Clean Sweep can guess at a helpful URL using the Traverse URL option. When
trying to find a URL for http://example.com/a/b/c/d.html
, for example,
traverse up the URL to redirect to http://example.com/a/b/c/
or
http://example.com/a/b/
, if those URLs exist. This may or may not be useful
depending upon site architecture and is done as a last-ditch effort to find a
reasonable page to redirect to.
Use the Append Requested URL checkbox to include a target
argument with the
original URL.
Clean Sweep will use the following ruleset in trying to guess the target URL the client is requesting:
Is the target resource using the entry id as a URL? This is a prevalent URL pattern for older MT installations. This will:
Map: http://www.majordojo.com/archives/000675.php To: http://www.majordojo.com/205/07/goodbye-bookque.php
Is the target resource using underscores when it should be using hyphens? Many users have switched to using hyphens for purported SEO benefits. This will attempt to look for a file in the system of the same name, but using '-' instead of '_'. This will:
Map: http://www.majordojo.com/2005/07/goodbye_bookque.php To: http://www.majordojo.com/2005/07/goodbye-bookque.php
Is their a target resource with the same basename somewhere? If a user switches their primary mapping to use a date based URL as opposed to a category based URL, then this rule will apply. This will:
Map: http://www.majordojo.com/personal-projects/goodbye-bookque.php To: http://www.majordojo.com/2005/07/goodbye-bookque.php
If Clean Sweep was unable to redirect the request it will return the 404 "URL Not Found" page created above, and logs the 404. You can review all of the logged 404s by visiting Manage > Logged 404s.

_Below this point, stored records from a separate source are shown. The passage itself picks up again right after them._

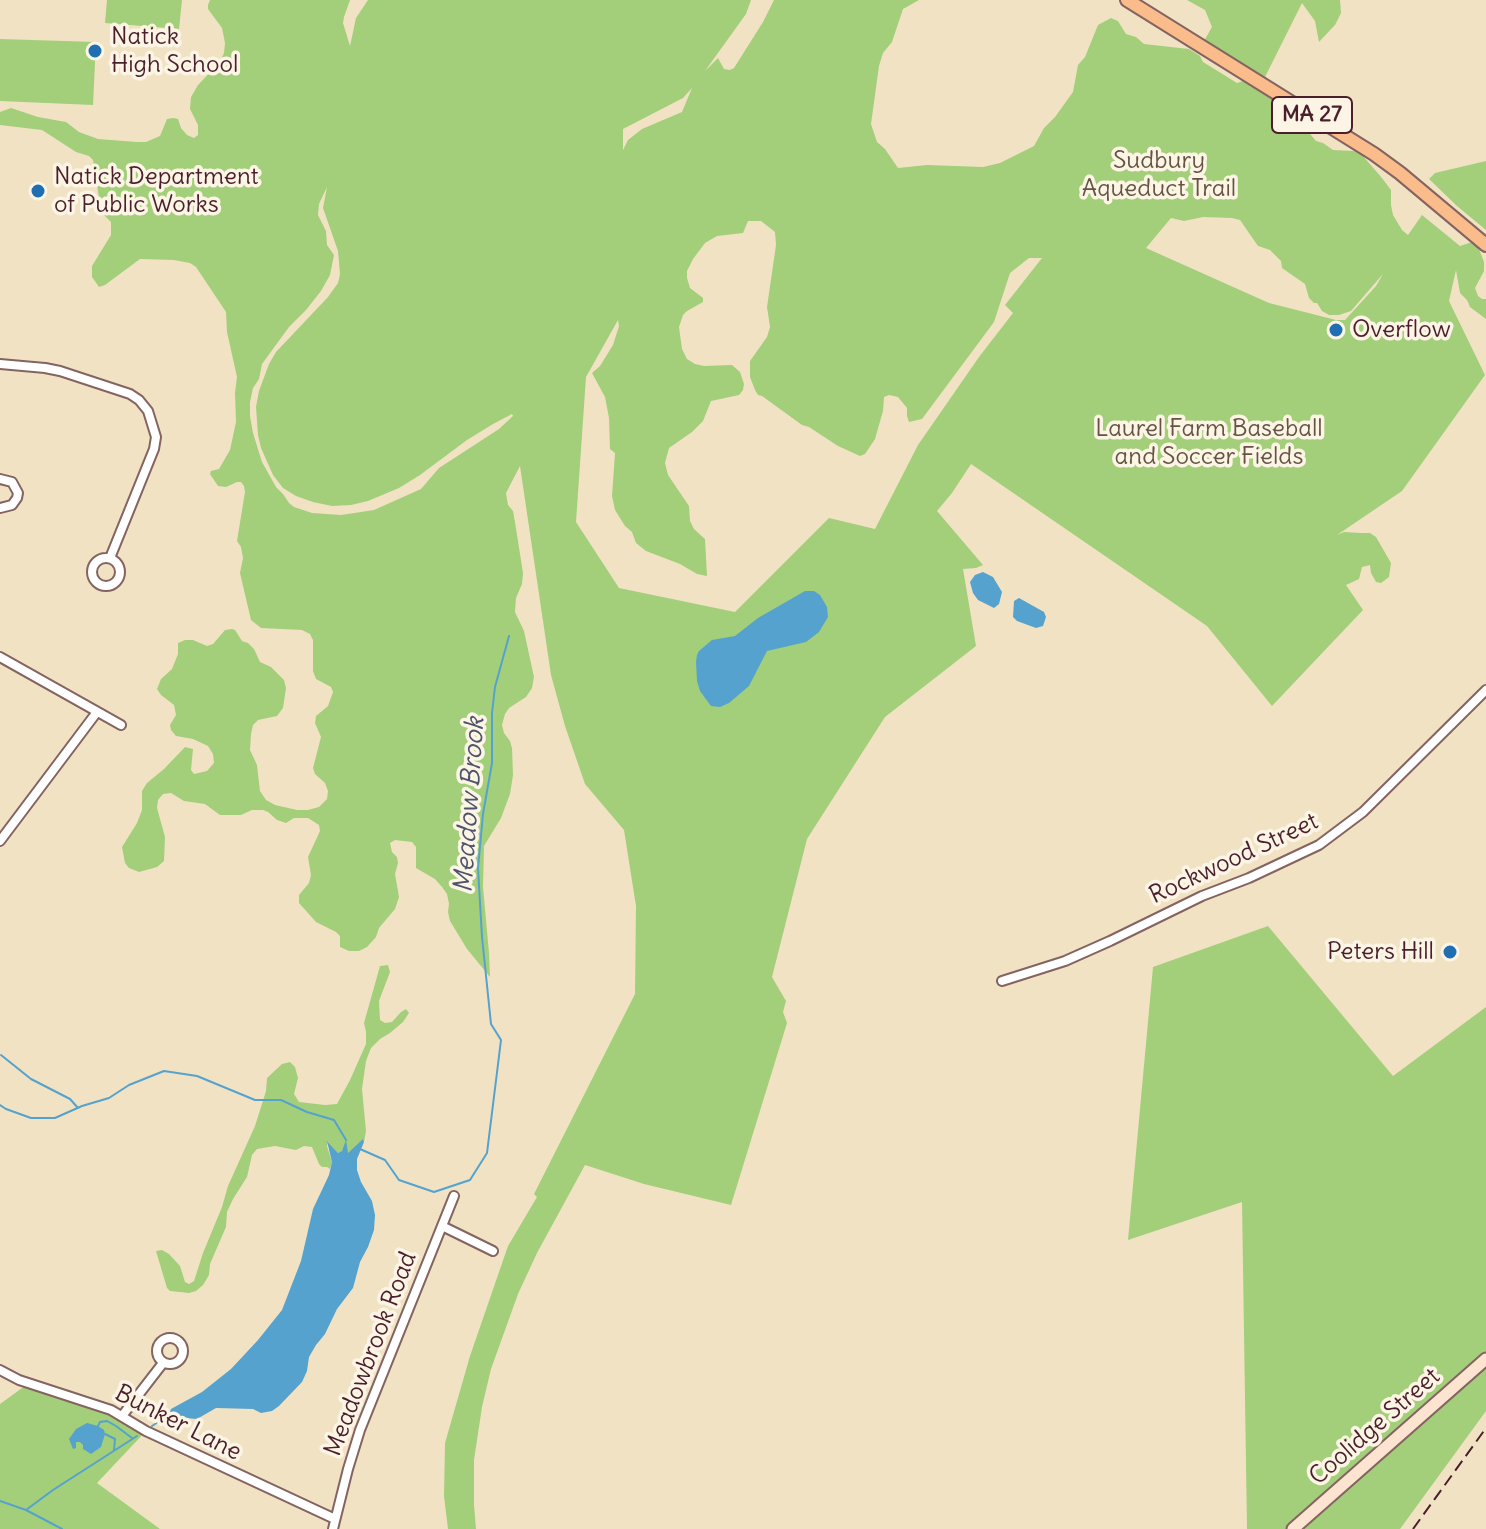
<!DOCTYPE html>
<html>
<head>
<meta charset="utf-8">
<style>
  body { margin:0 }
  canvas { display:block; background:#f1e2c4 }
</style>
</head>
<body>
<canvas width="1486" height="1529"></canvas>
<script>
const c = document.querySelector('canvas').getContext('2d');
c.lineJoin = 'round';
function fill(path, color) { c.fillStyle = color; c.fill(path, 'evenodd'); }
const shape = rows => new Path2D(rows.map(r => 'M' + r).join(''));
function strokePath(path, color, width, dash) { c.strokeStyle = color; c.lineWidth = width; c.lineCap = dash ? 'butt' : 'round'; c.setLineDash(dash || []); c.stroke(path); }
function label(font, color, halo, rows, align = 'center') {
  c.font = font + ' Delius,sans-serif'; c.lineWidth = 7; c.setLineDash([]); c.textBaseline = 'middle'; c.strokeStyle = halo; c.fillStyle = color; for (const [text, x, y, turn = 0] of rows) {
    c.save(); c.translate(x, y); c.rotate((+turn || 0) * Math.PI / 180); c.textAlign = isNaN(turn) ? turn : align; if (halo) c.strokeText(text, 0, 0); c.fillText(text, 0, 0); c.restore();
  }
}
const green = shape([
  [107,0,182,0,179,29,105,23],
  [210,0,350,0,344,17,343,23,350,46,356,18,368,0,751,0,746,14,705,71,718,58,724,69,730,70,734,68,763,22,774,0,919,0,903,9,892,42,883,53,879,66,871,124,877,142,885,149,898,168,927,165,983,167,1000,163,1034,146,1044,128,1055,117,1073,92,1078,65,1085,57,1098,25,1111,18,1118,21,1126,34,1136,37,1144,44,1189,49,1200,56,1203,62,1237,83,1243,81,1300,115,1305,128,1316,141,1323,143,1333,150,1354,151,1362,155,1382,178,1391,190,1391,205,1393,215,1402,230,1408,235,1422,215,1460,246,1472,242,1477,244,1484,262,1484,271,1475,288,1478,296,1482,299,1486,299,1486,319,1470,307,1467,300,1460,293,1456,270,1449,301,1485,375,1402,491,1337,535,1344,532,1361,533,1370,533,1376,537,1391,563,1389,577,1381,583,1376,582,1371,573,1370,565,1362,567,1359,579,1346,585,1363,610,1272,706,1207,626,971,464,952,493,937,511,983,565,976,568,963,569,976,646,885,717,807,839,772,977,786,1001,783,1012,787,1023,731,1205,644,1184,585,1165,537,1253,518,1294,491,1369,482,1407,474,1460,474,1505,476,1529,448,1529,444,1496,445,1443,470,1356,508,1246,537,1197,534,1194,635,994,636,906,624,830,585,784,565,726,551,675,520,466,506,493,508,505,513,511,515,522,523,573,522,584,516,598,515,612,524,631,534,677,532,688,526,697,509,708,505,714,502,725,504,733,510,741,512,748,513,775,510,794,501,818,484,846,483,887,489,953,490,977,467,949,450,921,448,912,449,904,447,894,442,887,435,879,416,868,416,847,412,842,395,840,390,843,392,852,397,857,398,863,395,874,399,897,395,909,379,928,376,937,367,947,359,951,349,951,340,947,340,936,336,932,316,922,299,903,299,895,309,883,311,875,308,857,320,831,319,825,308,818,294,818,286,823,277,820,268,812,263,810,252,810,241,815,220,815,205,804,184,801,171,793,163,794,158,800,157,808,165,837,164,861,157,867,139,872,129,868,125,863,122,847,137,823,142,810,142,791,147,783,164,769,185,747,193,749,191,770,194,774,207,771,214,763,213,754,208,746,193,739,176,736,171,730,170,725,176,715,174,705,161,695,157,689,161,679,172,669,178,654,178,643,185,640,193,640,207,646,213,644,225,630,232,629,235,630,242,641,248,643,254,649,260,662,271,667,284,680,286,688,283,708,277,716,258,720,253,725,251,734,250,750,257,765,260,791,266,800,275,805,297,810,308,810,319,807,327,799,328,791,325,783,315,774,313,768,321,737,315,723,316,716,328,706,333,692,331,687,316,679,313,671,313,640,310,634,302,630,261,628,251,620,240,573,243,558,241,547,237,541,245,492,244,486,241,482,237,482,226,487,218,486,210,474,211,471,219,469,230,450,236,422,235,393,237,377,227,332,226,312,196,267,190,263,174,260,140,259,105,285,99,287,92,277,92,266,111,235,111,222,104,215,100,204,93,160,89,156,76,152,42,130,0,125,0,112,11,108,38,117,66,122,79,132,98,139,137,142,146,142,160,136,167,119,173,118,178,119,181,128,187,135,194,138,198,135,198,125,190,109,191,97,198,85,220,62,224,53,225,43,222,28,208,9,208,5],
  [692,88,682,112,642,129,628,140,623,150,623,129,683,98],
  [327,187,323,208,338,251,340,274,338,283,328,297,276,352,269,364,259,391,256,407,258,435,261,448,273,475,283,488,296,496,313,502,332,506,351,505,368,501,399,488,420,475,467,440,493,424,512,414,513,416,499,429,439,468,421,489,374,510,341,515,312,513,294,507,289,503,283,494,276,487,262,462,253,433,250,416,250,402,253,388,259,379,262,364,289,327,306,310,321,291,330,275,334,255,327,245,326,231,318,215,319,204],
  [1203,217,1232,218,1240,220,1258,246,1270,250,1281,261,1282,268,1305,284,1309,298,1314,303,1317,303,1322,311,1329,315,1339,315,1351,311,1383,274,1376,286,1345,320,1336,320,1269,303,1146,248,1171,218,1184,221],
  [748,221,761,221,775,232,776,245,767,307,770,327,767,337,750,361,750,377,755,390,758,395,762,396,802,425,809,427,838,446,860,456,865,454,875,439,883,411,884,397,889,395,898,397,907,408,907,416,909,422,922,419,994,322,1010,273,1029,258,1042,258,1005,305,1013,313,979,357,918,445,875,529,829,518,735,612,619,588,576,522,586,377,618,320,619,326,613,345,600,366,592,373,605,397,609,418,610,449,615,453,612,496,615,510,625,526,632,532,636,543,646,551,680,564,697,574,707,576,705,539,694,529,690,521,689,506,668,475,665,463,669,448,692,432,703,421,711,401,739,395,743,390,744,384,740,372,732,365,704,366,695,364,687,359,682,349,679,327,683,315,687,311,703,302,703,298,690,288,687,278,687,271,693,259,705,243,717,236,743,233],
  [1187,0,1340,0,1341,13,1335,25,1319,42,1315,21,1302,3,1265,77,1204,41,1212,27,1205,10],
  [0,39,96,42,93,105,0,101],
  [1486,161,1486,230,1457,206,1429,179,1435,173],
  [1268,926,1393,1076,1486,1007,1486,1411,1400,1529,1247,1529,1242,1202,1128,1240,1153,967],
  [388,965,390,972,379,1001,380,1020,385,1023,392,1022,401,1012,406,1009,409,1013,403,1022,390,1033,380,1039,371,1048,366,1061,362,1089,366,1131,364,1142,363,1140,347,1154,345,1146,341,1152,338,1153,328,1142,327,1146,332,1162,330,1169,327,1167,322,1167,319,1164,312,1147,304,1146,296,1150,275,1146,257,1149,252,1155,247,1177,233,1199,227,1212,226,1227,210,1264,209,1275,203,1285,196,1291,189,1293,170,1291,167,1288,156,1251,162,1250,169,1254,180,1266,185,1282,189,1284,194,1281,203,1253,222,1207,228,1186,255,1126,266,1091,267,1078,282,1064,290,1062,295,1067,298,1078,294,1094,299,1102,325,1105,337,1104,350,1080,366,1044,366,1032,364,1023,380,966],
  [29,1383,100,1405,146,1431,97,1483,160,1529,0,1529,0,1404]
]);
const water = shape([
  [983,572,993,577,1002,592,999,604,994,608,978,600,973,593,970,582,975,575],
  [805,591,814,591,820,595,827,607,828,617,819,632,806,642,767,651,749,686,729,703,720,707,711,706,700,691,697,681,696,662,697,655,699,651,712,640,735,636,758,618],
  [1019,598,1044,612,1046,617,1043,626,1036,628,1017,621,1013,617,1014,601],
  [363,1139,364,1142,357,1159,357,1170,361,1182,372,1201,375,1215,374,1230,368,1247,360,1262,353,1288,337,1309,325,1334,316,1345,309,1357,307,1371,302,1382,279,1406,272,1411,261,1413,253,1409,216,1408,197,1419,171,1417,169,1415,171,1409,202,1392,231,1369,258,1340,282,1310,301,1261,313,1209,329,1175,332,1162,327,1141,338,1153,342,1151,346,1140,348,1153],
  [87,1423,98,1426,104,1430,105,1434,101,1447,91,1454,83,1449,83,1445,80,1442,76,1442,76,1448,73,1449,69,1439,76,1429]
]);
const stream = shape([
  [1,1055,31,1079,70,1099,78,1108],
  [0,1105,6,1109,31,1118,55,1118,82,1106,109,1098,129,1085,164,1071,197,1076,255,1100,281,1100,307,1112,334,1120,346,1140],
  [360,1149,385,1160,399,1180,434,1192,470,1180,487,1153,501,1040,491,1024,482,937,478,868,483,814,492,763,492,713,495,687,509,636],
  [98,1426,100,1422,107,1421,116,1426,132,1438],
  [152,1426,169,1415],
  [105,1434,115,1439,114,1450],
  [0,1501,26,1510,62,1529],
  [26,1510,53,1490,137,1436]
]);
const street = shape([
  [0,364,45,368,60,371,130,394,139,400,148,411,156,437,154,449,110,558],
  [0,479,12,482,18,493,17,498,12,505,0,508],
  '92 572a14 14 0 1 1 28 0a14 14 0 1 1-28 0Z',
  [0,657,121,725],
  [0,841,97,712],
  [1002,981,1065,961,1110,941,1202,896,1249,878,1319,845,1363,812,1486,690],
  [442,1226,493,1251],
  '157 1351a13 13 0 1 1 26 0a13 13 0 1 1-26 0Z',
  [0,1370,19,1380,111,1410,146,1431,335,1519],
  [122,1416,163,1363],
  [333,1529,348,1469,360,1430,454,1196]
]);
const secondary = shape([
  [1293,1529,1486,1359]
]);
const primary = shape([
  [1127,0,1374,154,1400,173,1486,245]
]);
const rail = shape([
  [1413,1529,1486,1428]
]);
const markers = [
  [95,51,8,"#1f6fb2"],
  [38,191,8,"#1f6fb2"],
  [1336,330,8,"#1f6fb2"],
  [1450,952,8,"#1f6fb2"]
];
const shields = [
  [1312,115,80]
];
const shieldNames = [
  ["MA 27",1312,115]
];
const poiNames = [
  ["Natick",111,37],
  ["High School",111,65],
  ["Natick Department",54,177],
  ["of Public Works",54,205],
  ["Overflow",1352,330],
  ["Peters Hill",1434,952,"right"]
];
const parkNames = [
  ["Sudbury",1159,161],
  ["Aqueduct Trail",1159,189],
  ["Laurel Farm Baseball",1209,429],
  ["and Soccer Fields",1209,457]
];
const streetNames = [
  ["Rockwood Street",1234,859,-25],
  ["Meadowbrook Road",371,1354,-69],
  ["Bunker Lane",178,1423,27],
  ["Coolidge Street",1375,1427,-41]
];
const waterNames = [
  ["Meadow Brook",470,805,-86]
];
fill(green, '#a3cf7b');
fill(water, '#55a2ce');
strokePath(stream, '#55a2ce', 2);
strokePath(street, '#846361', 12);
strokePath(secondary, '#846361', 15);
strokePath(primary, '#846361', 16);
strokePath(street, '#fff', 8);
strokePath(secondary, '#fde4d0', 11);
strokePath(primary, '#f9bc8a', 12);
strokePath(rail, '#4a1f2b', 2, [12, 6]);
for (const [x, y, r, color] of markers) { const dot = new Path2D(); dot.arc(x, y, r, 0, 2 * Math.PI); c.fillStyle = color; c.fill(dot); strokePath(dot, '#fcf5e5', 3); }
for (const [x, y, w] of shields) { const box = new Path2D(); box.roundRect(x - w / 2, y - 18, w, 36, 6); c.fillStyle = '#fcf5e5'; c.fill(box); strokePath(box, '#4a1f2b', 2); }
label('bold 22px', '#4a1f2b', null, shieldNames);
label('24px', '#4a1f2b', '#fcf5e5', poiNames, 'left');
label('24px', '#655443', '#fcf5e5', parkNames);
label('24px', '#4a1f2b', '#fcf5e5', streetNames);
label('italic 26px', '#4e536c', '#fcf5e5', waterNames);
</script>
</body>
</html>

On the Logged 404s screen are options to mange the 404s, including the ability to specify how a given URL should be handled. Click "Map" to adjust this in a popup dialog, where you can select:
Additionally on the Map dialog is a table of referrers. Note that a referring URL is not available for every URL.
Once a URL has been mapped it is no longer counted. This is useful because after mapping you can use the Reset function (on the Manage > Logged 404s page) to delete the count of occurrences for that URL. After manually fixing a reported URL you can Reset it, and the effect is that new broken URLs will be quickly visible even after having only two or three hits.
Clean Sweep is licensed under the GPL (v2).